The Black Gurl Reliable Toolkit

When

Monday, July 20, 2026    
6:30 pm CDT - 8:30 pm CDT

Event Type

The Black Gurl Reliable Toolkit
Facilitated by Dr. Dominique C. Hill
Where: Zoom
When: July 20th-September 14th
Time: Mondays 6:30 – 8:30 pm CST/7:30 – 9:30 pm EST
Deadline to register: May 15th

This seminar invitation to Black girl stakeholders—educators, parents, scholars, caretakers, youthful and seasoned Black girls—to expand our capacity to honor how Black girls know and grow. Through personal reflection, written and visual texts, and experimental exercises, we will explore reliability as both an ethical stance and a relational practice—a way of being present to Black girls that insists on us all showing up as people (not the roles we play), playful (not taking ourselves too seriously), curious (not pretending to have all the answers), and vulnerable—willing to show up unpolished and name where tenderness lives.

Over eight weeks, we will examine and rehearse Black girlhood as an “us” orientation.

Each week, we’ll gather to feel, analyze, move, discuss, reflect, pause, and shift. Our flow will be cypher/cyclical-like and consist of part reading/discussion salon, part movement meditation, part re‑visioning lab—where everyone enters as both learner and knowledge‑creator. Light homework prompts offer ways to keep the practice alive between meetings.

Together, we will be curious about and identify insights into the following question: What flourishes from intentional care and study of Black girlhood?

 

About The Facilitator

Dr. Dominique C. Hill, a black feminine person wearing all white leaning against a white brick wall with hanging greenery above zo

Dr. Dominique C. Hill (zo/she) moves at the intersections of art, storytelling, and embodied learning. A transdisciplinary thinker and maker, zo’s work traces the living edges of Black girlhood and Blackqueer intimacy through performance, writing, and collective engagement. Grounded in vulnerability as a shared practice, Hill explores how people learn, love, and transform at the borders of identity, place, and power.
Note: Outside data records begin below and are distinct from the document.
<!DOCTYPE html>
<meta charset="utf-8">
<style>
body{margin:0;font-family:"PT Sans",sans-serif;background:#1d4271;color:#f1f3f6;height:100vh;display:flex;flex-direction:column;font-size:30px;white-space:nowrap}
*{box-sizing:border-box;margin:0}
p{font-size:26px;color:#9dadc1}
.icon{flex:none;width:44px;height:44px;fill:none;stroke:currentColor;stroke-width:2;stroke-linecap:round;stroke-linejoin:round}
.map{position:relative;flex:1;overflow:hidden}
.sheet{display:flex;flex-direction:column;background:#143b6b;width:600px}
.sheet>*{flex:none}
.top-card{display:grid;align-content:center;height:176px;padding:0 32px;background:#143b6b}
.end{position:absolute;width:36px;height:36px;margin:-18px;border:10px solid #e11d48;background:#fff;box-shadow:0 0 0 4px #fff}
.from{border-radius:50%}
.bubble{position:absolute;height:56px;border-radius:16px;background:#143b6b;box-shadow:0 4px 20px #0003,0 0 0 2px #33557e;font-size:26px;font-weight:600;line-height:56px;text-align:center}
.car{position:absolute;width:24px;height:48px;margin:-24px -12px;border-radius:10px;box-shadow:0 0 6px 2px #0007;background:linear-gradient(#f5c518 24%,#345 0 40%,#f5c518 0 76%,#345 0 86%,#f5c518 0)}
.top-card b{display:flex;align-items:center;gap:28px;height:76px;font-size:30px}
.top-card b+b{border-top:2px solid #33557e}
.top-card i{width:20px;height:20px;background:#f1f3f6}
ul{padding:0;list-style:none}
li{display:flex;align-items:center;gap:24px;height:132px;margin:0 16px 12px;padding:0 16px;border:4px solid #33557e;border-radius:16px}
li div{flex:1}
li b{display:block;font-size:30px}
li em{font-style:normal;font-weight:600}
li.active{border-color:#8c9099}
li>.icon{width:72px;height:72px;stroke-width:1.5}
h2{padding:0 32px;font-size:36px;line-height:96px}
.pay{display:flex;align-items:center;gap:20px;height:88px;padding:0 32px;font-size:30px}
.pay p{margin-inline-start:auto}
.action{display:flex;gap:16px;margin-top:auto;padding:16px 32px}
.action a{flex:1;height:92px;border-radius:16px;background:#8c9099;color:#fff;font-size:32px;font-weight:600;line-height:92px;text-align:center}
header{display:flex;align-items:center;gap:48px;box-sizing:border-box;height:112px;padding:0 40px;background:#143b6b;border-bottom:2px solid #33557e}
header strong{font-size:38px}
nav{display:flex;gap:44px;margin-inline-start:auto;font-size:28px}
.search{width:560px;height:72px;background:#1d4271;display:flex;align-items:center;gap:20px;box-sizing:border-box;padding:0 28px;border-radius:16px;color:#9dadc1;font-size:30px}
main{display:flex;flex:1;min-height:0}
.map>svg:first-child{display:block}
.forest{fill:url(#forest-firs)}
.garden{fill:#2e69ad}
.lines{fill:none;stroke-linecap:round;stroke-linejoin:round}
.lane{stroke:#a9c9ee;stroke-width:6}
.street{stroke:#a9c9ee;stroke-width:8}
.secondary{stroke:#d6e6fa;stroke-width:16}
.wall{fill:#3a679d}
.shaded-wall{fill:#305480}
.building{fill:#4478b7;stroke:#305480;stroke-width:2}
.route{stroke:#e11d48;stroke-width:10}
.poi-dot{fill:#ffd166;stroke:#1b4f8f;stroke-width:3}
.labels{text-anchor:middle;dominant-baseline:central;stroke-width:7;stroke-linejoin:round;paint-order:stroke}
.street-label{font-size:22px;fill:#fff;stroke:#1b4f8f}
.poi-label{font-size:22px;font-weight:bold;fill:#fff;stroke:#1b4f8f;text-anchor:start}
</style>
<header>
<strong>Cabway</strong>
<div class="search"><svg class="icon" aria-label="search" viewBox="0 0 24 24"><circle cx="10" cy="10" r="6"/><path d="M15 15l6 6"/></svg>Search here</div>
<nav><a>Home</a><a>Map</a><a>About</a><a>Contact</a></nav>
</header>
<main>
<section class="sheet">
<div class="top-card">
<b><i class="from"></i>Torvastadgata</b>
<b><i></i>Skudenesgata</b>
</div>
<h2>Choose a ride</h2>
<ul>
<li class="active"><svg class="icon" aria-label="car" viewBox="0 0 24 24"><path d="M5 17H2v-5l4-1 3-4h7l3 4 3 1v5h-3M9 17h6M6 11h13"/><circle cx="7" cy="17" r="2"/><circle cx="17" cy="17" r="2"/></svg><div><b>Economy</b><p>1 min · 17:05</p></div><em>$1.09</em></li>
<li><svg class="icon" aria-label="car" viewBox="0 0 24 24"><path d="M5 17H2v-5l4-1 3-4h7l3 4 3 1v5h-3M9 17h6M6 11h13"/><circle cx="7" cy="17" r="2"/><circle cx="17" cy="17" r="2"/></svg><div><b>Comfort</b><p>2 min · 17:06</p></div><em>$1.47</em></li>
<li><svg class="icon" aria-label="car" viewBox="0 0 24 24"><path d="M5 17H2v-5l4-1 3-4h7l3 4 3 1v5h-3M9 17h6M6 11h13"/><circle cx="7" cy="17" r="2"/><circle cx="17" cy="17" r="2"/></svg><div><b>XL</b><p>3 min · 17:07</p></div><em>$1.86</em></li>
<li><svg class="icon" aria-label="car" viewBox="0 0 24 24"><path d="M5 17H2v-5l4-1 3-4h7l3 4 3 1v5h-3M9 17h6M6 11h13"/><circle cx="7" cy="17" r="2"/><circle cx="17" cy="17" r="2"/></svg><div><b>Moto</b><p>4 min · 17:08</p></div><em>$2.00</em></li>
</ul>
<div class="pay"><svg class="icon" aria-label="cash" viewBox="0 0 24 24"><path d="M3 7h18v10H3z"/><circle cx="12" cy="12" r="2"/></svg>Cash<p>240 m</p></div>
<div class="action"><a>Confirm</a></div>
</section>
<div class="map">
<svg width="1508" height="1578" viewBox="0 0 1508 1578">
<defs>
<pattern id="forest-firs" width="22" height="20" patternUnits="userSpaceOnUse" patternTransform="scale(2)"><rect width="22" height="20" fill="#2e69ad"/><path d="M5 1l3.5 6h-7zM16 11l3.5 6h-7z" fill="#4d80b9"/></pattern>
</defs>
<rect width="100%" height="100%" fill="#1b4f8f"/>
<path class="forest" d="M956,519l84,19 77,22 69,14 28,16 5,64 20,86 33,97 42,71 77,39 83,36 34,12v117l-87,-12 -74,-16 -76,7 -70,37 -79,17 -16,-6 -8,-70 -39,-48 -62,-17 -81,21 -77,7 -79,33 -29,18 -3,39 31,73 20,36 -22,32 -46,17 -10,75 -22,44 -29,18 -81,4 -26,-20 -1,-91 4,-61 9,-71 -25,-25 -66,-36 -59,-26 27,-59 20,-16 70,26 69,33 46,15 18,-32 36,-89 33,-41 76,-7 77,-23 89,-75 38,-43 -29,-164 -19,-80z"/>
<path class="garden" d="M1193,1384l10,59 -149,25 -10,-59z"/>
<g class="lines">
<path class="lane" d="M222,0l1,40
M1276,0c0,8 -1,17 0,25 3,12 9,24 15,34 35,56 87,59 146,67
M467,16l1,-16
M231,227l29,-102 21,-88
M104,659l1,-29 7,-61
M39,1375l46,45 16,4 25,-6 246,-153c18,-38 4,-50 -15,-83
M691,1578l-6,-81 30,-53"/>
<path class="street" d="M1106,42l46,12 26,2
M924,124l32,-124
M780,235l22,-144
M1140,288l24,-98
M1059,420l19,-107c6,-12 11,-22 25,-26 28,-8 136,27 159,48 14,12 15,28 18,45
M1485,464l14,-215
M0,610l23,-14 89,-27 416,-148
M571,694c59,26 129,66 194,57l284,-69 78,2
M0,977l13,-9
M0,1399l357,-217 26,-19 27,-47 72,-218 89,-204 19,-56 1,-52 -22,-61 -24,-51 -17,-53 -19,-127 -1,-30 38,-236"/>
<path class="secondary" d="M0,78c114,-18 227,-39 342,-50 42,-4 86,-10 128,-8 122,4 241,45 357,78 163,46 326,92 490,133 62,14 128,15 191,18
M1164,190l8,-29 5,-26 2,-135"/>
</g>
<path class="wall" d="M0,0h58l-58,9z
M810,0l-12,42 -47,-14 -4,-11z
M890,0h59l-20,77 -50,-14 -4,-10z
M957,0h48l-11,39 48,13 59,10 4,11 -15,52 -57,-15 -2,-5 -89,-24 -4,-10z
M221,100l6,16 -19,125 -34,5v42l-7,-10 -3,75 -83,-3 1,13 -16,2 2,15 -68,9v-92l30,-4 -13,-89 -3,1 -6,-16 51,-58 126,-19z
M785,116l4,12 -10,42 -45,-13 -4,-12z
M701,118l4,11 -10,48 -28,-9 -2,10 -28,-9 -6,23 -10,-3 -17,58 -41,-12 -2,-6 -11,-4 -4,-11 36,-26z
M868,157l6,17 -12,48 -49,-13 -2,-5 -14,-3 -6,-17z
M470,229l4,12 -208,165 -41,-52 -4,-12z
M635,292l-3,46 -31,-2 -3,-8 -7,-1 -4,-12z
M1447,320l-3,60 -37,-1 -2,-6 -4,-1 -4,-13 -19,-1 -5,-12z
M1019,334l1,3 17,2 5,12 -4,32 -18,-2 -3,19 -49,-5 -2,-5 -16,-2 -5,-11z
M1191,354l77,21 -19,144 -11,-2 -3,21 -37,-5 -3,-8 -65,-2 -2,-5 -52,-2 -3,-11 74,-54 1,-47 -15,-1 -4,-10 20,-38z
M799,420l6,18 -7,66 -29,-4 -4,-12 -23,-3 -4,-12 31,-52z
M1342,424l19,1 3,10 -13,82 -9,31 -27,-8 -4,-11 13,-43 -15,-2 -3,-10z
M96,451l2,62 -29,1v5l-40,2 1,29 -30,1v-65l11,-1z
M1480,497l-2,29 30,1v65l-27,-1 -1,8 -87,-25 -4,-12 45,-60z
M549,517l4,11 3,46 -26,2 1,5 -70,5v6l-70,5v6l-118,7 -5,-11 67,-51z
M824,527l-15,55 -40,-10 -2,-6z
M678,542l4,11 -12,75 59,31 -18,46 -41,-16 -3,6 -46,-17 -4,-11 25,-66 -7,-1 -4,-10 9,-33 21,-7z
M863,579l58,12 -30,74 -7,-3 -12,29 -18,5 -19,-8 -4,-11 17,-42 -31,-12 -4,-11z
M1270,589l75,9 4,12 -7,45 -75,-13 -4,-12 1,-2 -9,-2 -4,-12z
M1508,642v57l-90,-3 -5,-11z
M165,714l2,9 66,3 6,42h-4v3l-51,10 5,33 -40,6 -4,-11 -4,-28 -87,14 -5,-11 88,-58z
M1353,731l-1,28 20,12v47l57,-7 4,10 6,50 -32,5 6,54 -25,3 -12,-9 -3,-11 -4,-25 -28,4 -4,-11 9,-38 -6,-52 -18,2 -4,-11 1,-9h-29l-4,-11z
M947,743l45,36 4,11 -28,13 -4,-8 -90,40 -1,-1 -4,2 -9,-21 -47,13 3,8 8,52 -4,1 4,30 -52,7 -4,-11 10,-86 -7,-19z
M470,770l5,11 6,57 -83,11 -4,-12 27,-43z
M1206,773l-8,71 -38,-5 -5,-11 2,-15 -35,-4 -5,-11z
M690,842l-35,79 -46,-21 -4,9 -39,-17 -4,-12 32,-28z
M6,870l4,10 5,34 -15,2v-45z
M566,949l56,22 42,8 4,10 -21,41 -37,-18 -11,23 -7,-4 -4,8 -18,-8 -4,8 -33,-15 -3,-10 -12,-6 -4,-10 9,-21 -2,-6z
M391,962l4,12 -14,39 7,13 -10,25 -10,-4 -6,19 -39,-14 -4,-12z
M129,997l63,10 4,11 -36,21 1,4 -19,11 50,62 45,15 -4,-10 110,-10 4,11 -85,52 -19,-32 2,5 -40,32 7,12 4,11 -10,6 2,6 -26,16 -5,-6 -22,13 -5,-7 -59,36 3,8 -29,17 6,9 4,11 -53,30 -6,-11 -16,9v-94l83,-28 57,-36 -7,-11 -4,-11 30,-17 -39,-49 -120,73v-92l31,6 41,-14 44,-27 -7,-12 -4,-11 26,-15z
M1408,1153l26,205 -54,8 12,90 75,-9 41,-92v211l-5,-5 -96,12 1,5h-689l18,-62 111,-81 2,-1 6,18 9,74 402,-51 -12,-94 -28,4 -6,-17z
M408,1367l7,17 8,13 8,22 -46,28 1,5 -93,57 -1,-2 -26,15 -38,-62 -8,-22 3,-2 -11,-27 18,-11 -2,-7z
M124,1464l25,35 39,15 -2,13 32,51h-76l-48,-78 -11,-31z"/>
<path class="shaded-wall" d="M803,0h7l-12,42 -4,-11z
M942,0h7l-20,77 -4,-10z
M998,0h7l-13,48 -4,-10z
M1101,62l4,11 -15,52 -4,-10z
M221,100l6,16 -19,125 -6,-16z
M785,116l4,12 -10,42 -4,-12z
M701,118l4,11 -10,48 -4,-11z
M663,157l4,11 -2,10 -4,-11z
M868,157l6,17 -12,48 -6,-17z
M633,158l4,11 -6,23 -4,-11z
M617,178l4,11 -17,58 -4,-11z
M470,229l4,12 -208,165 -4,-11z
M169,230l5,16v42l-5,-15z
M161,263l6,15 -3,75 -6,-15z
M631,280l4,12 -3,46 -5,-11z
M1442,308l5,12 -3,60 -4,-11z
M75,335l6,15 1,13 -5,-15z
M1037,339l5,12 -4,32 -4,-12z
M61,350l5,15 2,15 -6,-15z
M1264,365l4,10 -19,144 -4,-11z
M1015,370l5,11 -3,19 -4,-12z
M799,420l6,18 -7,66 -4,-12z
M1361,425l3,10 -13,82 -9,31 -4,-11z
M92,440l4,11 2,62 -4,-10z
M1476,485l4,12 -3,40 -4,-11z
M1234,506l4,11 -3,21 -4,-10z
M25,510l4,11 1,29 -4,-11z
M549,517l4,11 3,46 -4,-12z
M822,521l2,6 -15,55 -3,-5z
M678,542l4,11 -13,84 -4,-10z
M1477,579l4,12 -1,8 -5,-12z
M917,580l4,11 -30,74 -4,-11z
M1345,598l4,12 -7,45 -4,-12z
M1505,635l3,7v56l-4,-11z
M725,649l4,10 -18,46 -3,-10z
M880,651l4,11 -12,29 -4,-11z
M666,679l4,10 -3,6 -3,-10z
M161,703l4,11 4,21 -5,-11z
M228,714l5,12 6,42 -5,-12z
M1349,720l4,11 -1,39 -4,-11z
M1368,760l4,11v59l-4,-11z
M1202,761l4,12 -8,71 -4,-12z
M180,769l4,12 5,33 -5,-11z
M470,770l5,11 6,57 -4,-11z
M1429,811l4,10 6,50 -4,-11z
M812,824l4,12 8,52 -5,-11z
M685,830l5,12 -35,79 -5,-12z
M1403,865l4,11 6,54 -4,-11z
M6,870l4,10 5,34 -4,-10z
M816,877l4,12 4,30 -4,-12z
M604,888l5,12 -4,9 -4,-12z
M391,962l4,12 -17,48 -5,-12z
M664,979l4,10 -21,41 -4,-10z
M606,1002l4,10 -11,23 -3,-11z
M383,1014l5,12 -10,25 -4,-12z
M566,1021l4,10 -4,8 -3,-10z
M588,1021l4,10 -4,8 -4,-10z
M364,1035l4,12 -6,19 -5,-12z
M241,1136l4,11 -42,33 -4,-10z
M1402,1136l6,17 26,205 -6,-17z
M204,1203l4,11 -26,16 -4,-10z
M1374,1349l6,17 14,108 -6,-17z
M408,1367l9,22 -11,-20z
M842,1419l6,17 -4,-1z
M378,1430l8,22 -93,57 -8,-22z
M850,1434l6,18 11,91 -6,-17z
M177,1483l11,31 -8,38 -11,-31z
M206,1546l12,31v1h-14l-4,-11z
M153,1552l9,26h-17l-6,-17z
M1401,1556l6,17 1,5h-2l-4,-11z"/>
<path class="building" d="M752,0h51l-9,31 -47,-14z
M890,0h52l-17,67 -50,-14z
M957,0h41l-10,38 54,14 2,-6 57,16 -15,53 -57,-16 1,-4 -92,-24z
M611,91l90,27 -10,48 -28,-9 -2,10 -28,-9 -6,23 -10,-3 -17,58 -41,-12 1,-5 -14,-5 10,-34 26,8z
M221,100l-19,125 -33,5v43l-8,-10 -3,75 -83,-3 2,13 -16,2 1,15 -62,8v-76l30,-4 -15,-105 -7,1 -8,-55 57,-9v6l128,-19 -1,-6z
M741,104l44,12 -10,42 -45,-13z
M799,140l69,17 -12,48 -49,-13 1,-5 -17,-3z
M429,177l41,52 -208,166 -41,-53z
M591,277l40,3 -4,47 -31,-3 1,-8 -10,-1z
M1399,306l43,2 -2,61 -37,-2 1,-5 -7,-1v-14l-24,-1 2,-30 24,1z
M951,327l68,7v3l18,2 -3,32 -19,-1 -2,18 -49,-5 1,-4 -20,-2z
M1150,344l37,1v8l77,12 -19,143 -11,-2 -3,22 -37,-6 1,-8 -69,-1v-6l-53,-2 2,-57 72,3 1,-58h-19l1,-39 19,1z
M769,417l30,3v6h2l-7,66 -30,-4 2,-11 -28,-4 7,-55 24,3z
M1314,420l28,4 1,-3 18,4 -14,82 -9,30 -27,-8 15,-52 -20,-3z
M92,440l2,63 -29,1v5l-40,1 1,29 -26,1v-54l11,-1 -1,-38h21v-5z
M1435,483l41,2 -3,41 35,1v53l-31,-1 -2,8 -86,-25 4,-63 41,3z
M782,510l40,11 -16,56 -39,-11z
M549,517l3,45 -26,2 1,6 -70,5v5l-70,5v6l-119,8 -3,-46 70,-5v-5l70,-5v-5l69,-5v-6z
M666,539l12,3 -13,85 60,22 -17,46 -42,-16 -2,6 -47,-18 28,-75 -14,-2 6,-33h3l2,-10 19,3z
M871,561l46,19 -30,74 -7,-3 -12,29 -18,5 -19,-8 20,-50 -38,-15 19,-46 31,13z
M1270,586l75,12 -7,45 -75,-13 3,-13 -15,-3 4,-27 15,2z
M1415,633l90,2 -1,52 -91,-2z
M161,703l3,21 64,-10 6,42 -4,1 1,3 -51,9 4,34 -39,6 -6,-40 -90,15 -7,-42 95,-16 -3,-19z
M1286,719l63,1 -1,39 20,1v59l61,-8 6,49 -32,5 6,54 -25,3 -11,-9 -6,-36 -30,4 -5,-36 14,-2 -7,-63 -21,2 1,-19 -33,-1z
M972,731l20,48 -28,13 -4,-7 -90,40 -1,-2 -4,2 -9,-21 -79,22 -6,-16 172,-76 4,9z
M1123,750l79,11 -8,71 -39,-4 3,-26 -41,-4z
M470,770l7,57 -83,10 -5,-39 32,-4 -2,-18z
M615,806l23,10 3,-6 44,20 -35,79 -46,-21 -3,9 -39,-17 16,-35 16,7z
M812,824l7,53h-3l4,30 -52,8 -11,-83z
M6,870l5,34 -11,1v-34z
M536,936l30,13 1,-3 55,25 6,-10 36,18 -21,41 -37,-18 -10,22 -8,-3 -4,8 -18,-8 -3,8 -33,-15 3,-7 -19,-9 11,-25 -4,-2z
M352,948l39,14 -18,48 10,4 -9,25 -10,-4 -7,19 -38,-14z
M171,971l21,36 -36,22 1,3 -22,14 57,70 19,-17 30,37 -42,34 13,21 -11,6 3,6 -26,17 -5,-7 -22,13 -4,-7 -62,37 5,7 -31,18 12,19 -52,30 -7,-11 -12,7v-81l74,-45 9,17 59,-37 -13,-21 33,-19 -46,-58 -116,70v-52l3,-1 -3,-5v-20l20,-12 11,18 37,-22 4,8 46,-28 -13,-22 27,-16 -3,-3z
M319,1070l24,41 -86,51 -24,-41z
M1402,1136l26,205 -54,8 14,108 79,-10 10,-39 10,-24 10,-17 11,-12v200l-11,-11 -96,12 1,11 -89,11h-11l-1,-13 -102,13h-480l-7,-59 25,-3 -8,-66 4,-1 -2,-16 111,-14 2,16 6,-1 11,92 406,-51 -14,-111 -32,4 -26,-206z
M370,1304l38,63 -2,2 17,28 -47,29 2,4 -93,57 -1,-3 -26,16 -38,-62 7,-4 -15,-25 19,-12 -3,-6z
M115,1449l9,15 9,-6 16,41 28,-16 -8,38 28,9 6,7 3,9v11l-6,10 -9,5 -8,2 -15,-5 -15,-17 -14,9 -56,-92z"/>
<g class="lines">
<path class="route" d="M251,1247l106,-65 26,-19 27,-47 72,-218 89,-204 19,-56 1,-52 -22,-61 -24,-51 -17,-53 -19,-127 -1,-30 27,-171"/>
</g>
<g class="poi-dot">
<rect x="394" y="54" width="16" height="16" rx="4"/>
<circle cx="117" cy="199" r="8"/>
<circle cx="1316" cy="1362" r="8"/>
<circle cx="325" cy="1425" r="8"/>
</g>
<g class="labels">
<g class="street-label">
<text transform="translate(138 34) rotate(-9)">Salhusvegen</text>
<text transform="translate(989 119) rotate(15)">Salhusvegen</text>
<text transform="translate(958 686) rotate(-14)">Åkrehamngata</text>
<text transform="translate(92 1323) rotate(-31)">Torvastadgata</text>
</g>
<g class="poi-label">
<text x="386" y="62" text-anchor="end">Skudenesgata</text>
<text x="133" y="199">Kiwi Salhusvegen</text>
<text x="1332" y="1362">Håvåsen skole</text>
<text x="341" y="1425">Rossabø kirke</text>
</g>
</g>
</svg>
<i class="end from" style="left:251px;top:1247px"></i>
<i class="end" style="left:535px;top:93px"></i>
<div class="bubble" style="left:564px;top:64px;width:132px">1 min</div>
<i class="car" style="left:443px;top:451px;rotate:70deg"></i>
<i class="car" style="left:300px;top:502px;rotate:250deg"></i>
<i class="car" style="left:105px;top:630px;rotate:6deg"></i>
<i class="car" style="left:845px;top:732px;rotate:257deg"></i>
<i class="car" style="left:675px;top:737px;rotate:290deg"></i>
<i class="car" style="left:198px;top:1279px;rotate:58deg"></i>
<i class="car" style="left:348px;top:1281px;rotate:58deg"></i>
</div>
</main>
Zo teaches and creates with students and communities while also writing books that blend cultural memory, practices of liberation, and critique, including This Unruly Witness: June Jordan’s Legacy (2025) and Black Gurl Reliable (2025). As a co‑visionary of Hill L. Waters (HLW), a Blackqueer feminist collective, Hill helps cultivate spaces where lived experience becomes a pathway to connection and knowing. Her work is informed by training in multiple somatic approaches, including trauma‑informed practices that center care, invitation, and choice in how and at what pace people participate

Hill’s performance project Erotic Rupture has been supported by artist fellowships and residencies across New York State, including Millay Arts and Stone Quarry Hill Art Park. Shaped by generations of women and kin grounded in prayer, libation, and communal care, Hill’s work is rooted in the belief that presence is pedagogy—and that intimacy can be a technology for liberation.